Two Experts Are All You Need for Steering Thinking: Reinforcing Cognitive Effort in MoE Reasoning Models Without Additional Training
This addresses cognitive inefficiencies in advanced reasoning models for AI applications, offering a practical and interpretable enhancement without additional training, though it is incremental as it builds on existing MoE architectures.
The paper tackled cognitive inefficiencies like overthinking and underthinking in Mixture-of-Experts reasoning models by introducing RICE, a lightweight inference-time steering method using normalized Pointwise Mutual Information to identify and reinforce cognitive experts, resulting in noticeable improvements in reasoning accuracy, cognitive efficiency, and cross-domain generalization on benchmarks with models like DeepSeek-R1 and Qwen3-235B.

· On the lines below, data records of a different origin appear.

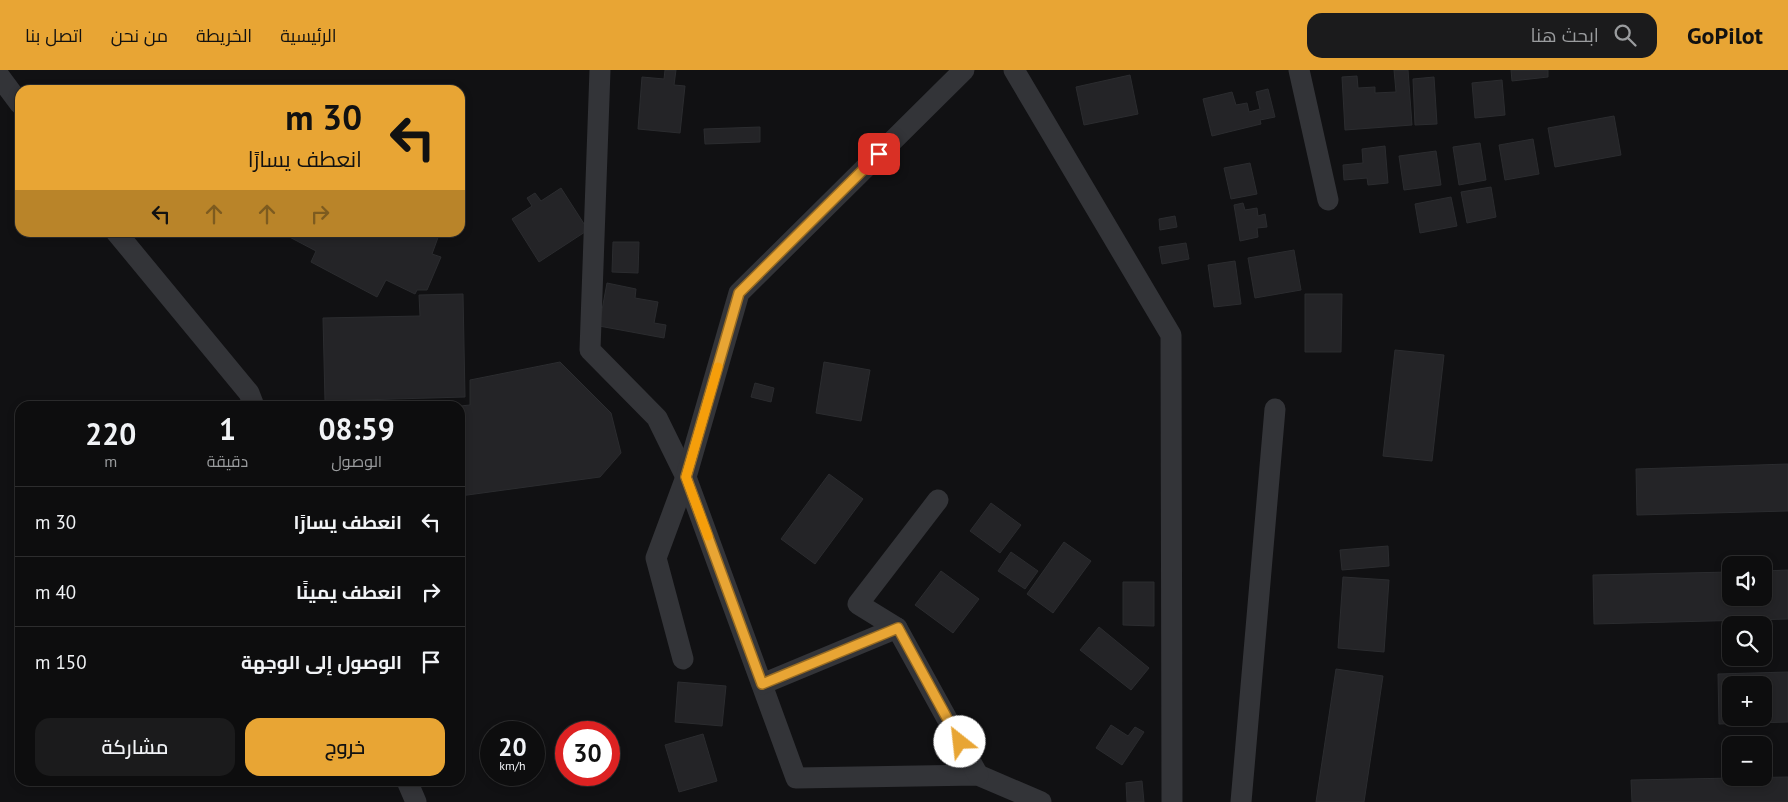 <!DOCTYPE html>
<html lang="ar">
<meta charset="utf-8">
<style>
:root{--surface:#0d0d0e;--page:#1b1b1c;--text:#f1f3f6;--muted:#9a9c9e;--line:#2d2d2e;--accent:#e8a534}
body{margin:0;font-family:"PT Sans",Cairo,sans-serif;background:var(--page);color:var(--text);direction:rtl;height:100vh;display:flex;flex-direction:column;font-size:19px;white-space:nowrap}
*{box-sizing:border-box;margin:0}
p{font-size:16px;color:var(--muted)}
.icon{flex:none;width:28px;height:28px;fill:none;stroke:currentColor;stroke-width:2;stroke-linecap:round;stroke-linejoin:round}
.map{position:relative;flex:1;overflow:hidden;direction:ltr}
.drawer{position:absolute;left:15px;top:331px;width:450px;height:385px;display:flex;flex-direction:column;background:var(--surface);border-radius:15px;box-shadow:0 2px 8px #0003,0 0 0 1px var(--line);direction:rtl}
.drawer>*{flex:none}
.hud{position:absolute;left:15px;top:15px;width:450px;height:152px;border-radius:15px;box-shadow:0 2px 8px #0003,0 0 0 1px var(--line);direction:rtl;background:#e8a534;color:#111;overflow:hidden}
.fabs{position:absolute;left:1722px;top:486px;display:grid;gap:10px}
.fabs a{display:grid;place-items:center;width:50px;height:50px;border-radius:10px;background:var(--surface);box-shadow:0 2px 8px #0003,0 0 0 1px var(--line);font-size:25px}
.speed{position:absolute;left:480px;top:651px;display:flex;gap:10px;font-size:25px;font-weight:700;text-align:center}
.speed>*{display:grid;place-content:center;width:65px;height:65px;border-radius:50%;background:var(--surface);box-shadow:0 2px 8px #0003,0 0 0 1px var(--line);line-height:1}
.speed small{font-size:12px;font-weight:400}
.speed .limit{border:8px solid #d22;background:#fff;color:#111}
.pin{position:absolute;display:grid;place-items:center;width:42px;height:42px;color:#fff;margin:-21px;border-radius:10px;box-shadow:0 2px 8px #0006}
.me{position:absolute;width:55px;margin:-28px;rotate:331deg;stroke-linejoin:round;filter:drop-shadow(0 0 4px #0008)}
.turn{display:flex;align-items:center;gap:18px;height:105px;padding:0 20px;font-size:22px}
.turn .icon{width:65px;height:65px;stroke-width:2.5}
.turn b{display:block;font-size:35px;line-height:42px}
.lanes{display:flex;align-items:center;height:48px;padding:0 20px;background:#0003;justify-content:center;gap:25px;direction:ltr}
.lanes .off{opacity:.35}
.eta{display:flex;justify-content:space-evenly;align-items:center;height:85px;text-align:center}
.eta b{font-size:30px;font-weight:600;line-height:35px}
.cta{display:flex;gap:10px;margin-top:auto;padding:10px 20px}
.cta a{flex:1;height:58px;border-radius:15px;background:var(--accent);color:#111;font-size:20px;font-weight:600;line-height:58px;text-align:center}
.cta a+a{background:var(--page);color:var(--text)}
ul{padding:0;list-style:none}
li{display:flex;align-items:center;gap:15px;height:70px;padding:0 20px;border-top:1px solid var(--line)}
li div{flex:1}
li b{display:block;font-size:19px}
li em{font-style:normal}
header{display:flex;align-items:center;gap:30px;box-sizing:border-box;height:70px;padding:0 25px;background:var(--accent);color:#111}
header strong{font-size:24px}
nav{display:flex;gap:28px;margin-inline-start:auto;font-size:18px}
.search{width:350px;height:45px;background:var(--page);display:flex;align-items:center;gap:12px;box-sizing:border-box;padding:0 18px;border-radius:15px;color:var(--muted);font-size:19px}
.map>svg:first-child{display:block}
.building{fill:#242427;stroke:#2b2c2f;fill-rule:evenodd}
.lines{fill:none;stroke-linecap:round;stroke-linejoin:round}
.minor{stroke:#333438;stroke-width:21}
.route-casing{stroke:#976b22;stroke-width:12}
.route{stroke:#e8a534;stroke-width:9}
.slow{stroke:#f59e0b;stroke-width:9}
</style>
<header>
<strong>GoPilot</strong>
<div class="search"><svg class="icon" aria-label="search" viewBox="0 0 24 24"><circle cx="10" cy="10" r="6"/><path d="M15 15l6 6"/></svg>ابحث هنا</div>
<nav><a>الرئيسية</a><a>الخريطة</a><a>من نحن</a><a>اتصل بنا</a></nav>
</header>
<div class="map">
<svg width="1788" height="732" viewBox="0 0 1788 732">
<rect width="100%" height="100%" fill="#111113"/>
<g class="building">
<polygon points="665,0 676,0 674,15 685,16 680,63 638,59 642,7 664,9"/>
<polygon points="1394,0 1408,0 1412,55 1345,60 1342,7 1357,6 1358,18 1375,17 1375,23 1396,22"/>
<polygon points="1511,0 1548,0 1548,7 1512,11"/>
<polygon points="1130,5 1138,44 1084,55 1076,17"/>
<polygon points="1434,7 1437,54 1415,55 1413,9"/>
<polygon points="1502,10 1505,45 1475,48 1472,13"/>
<polygon points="1268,19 1275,47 1260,50 1261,54 1212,66 1203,29 1232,22 1236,35 1247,33 1249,42 1260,39 1256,22"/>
<polygon points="1614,46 1621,85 1555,97 1548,58"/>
<polygon points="760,57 760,72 705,74 704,59"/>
<polygon points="1533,69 1539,104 1505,110 1499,75"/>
<polygon points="1480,73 1486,110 1459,115 1453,77"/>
<polygon points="1385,76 1388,113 1368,115 1367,108 1344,110 1343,95 1363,93 1362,79"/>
<polygon points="1436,81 1441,115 1404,120 1399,86"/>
<polygon points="1250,93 1257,124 1231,129 1224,98"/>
<polygon points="1491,117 1496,147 1467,153 1461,122"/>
<polygon points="561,118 588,160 539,192 512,149 532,136 527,128 535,123 541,131"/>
<polygon points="1451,127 1457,156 1420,163 1415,134"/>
<polygon points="1243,133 1245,140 1257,138 1258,146 1265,144 1267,157 1257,158 1258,167 1240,171 1234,135"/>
<polygon points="1175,146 1177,157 1160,160 1159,149"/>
<polygon points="280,162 440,162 432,184 441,187 427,220 417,220 415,224 386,210 377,227 311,192 316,181"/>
<polygon points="613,172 639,172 638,203 612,202"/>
<polygon points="1186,173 1189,189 1162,194 1159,177"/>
<polygon points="1294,180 1301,220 1255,228 1248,188"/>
<polygon points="1235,191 1241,234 1214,237 1208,195"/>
<polygon points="607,213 636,219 635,228 658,232 654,253 666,255 664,268 599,256"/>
<polygon points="463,224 465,327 325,331 323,248 420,246 419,225"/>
<polygon points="1305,224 1342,224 1341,282 1305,282"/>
<polygon points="1395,280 1444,285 1432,391 1383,386"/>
<polygon points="560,292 611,343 621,383 600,407 460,426 460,336 470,335 470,310"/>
<polygon points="824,292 870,300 861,351 816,343"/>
<polygon points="755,313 774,318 771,332 751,327"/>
<polygon points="1788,394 1788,441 1637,445 1636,399"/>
<polygon points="829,404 863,429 815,494 781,469"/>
<polygon points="991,433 1021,455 1000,483 970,461"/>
<polygon points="1064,472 1091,491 1053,543 1027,524"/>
<polygon points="1388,476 1389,496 1342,500 1340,480"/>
<polygon points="1011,482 1038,501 1025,519 998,501"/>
<polygon points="1788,500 1788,549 1594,554 1593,505 1731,502 1731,528 1764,528 1764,501"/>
<polygon points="941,501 979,529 953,563 915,535"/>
<polygon points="1343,507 1389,510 1384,582 1338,578"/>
<polygon points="1123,512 1154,512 1154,556 1123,555"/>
<polygon points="1099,557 1149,598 1131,620 1080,580"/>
<polygon points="1336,599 1383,606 1364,732 1316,732"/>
<path d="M1788 602V652L1719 654 1718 604ZM1731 615H1764V648H1731Z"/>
<polygon points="678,612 726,616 722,656 675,652"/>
<polygon points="1111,655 1128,666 1135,657 1144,662 1122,695 1096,678"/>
<polygon points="703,664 717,711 679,722 665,675"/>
<polygon points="1788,707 1788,732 1632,732 1631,710"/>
<polygon points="1142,711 1144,732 1127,732 1126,713"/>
</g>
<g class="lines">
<g class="minor">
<polyline points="600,0 590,280 657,348 686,407 796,708 978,705 1041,732"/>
<polyline points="1014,0 1171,265 1172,732"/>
<polyline points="1299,0 1328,130"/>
<polyline points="0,7 20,34"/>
<polyline points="116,162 249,323 254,336"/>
<polyline points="897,558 858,534 938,430"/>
<polyline points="683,589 656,488 686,407 739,223 964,0"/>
<polyline points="762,614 897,558 978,705"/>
<polyline points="407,711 416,732"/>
<polyline points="1241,732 1275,339"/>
</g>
</g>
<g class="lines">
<g class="route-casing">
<polyline id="route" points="879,84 739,223 686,407 762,614 898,558 960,672"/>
</g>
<use href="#route" class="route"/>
<polyline class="slow" points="708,466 686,407 718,297"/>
</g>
</svg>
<div class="fabs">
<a><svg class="icon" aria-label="sound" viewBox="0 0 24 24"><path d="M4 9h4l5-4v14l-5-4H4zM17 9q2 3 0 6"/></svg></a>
<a><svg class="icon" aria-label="search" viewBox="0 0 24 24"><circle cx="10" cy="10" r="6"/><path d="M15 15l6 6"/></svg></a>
<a>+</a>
<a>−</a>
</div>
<div class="speed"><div>20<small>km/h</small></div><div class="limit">30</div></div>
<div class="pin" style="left:879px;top:84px;background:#d93025"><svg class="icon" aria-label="arrive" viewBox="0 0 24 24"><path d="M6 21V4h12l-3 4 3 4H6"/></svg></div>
<svg class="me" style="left:960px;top:672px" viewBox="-20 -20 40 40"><circle r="19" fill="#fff"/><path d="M0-13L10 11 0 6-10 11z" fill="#e8a534"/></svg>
<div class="hud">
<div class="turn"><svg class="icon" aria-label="left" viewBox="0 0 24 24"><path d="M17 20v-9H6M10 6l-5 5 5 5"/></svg><div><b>30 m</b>انعطف يسارًا</div></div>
<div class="lanes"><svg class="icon" aria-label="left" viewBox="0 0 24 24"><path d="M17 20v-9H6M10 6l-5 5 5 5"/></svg><svg class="icon off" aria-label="ahead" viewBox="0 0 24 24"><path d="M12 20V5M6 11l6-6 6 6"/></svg><svg class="icon off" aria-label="ahead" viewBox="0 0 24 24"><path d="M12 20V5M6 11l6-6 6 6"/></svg><svg class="icon off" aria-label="right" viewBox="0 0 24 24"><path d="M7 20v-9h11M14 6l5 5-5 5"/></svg></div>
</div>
<section class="drawer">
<div class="eta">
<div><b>08:59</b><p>الوصول</p></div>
<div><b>1</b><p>دقيقة</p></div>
<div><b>220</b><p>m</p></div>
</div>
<ul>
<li><svg class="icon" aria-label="left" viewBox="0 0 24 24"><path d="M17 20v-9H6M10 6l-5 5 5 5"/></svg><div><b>انعطف يسارًا</b></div><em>30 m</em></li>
<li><svg class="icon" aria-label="right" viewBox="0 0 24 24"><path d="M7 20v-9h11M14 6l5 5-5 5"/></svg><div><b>انعطف يمينًا</b></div><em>40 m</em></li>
<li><svg class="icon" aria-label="arrive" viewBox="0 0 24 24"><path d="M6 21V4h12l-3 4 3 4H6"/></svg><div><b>الوصول إلى الوجهة</b></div><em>150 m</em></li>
</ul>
<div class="cta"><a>خروج</a><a>مشاركة</a></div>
</section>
</div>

Mixture-of-Experts (MoE) architectures within Large Reasoning Models (LRMs) have achieved impressive reasoning capabilities by selectively activating experts to facilitate structured cognitive processes. Despite notable advances, existing reasoning models often suffer from cognitive inefficiencies like overthinking and underthinking. To address these limitations, we introduce a novel inference-time steering methodology called Reinforcing Cognitive Experts (RICE), designed to improve reasoning performance without additional training or complex heuristics. Leveraging normalized Pointwise Mutual Information (nPMI), we systematically identify specialized experts, termed ''cognitive experts'' that orchestrate meta-level reasoning operations characterized by tokens like ''<think>''. Empirical evaluations with leading MoE-based LRMs (DeepSeek-R1 and Qwen3-235B) on rigorous quantitative and scientific reasoning benchmarks demonstrate noticeable and consistent improvements in reasoning accuracy, cognitive efficiency, and cross-domain generalization. Crucially, our lightweight approach substantially outperforms prevalent reasoning-steering techniques, such as prompt design and decoding constraints, while preserving the model's general instruction-following skills. These results highlight reinforcing cognitive experts as a promising, practical, and interpretable direction to enhance cognitive efficiency within advanced reasoning models.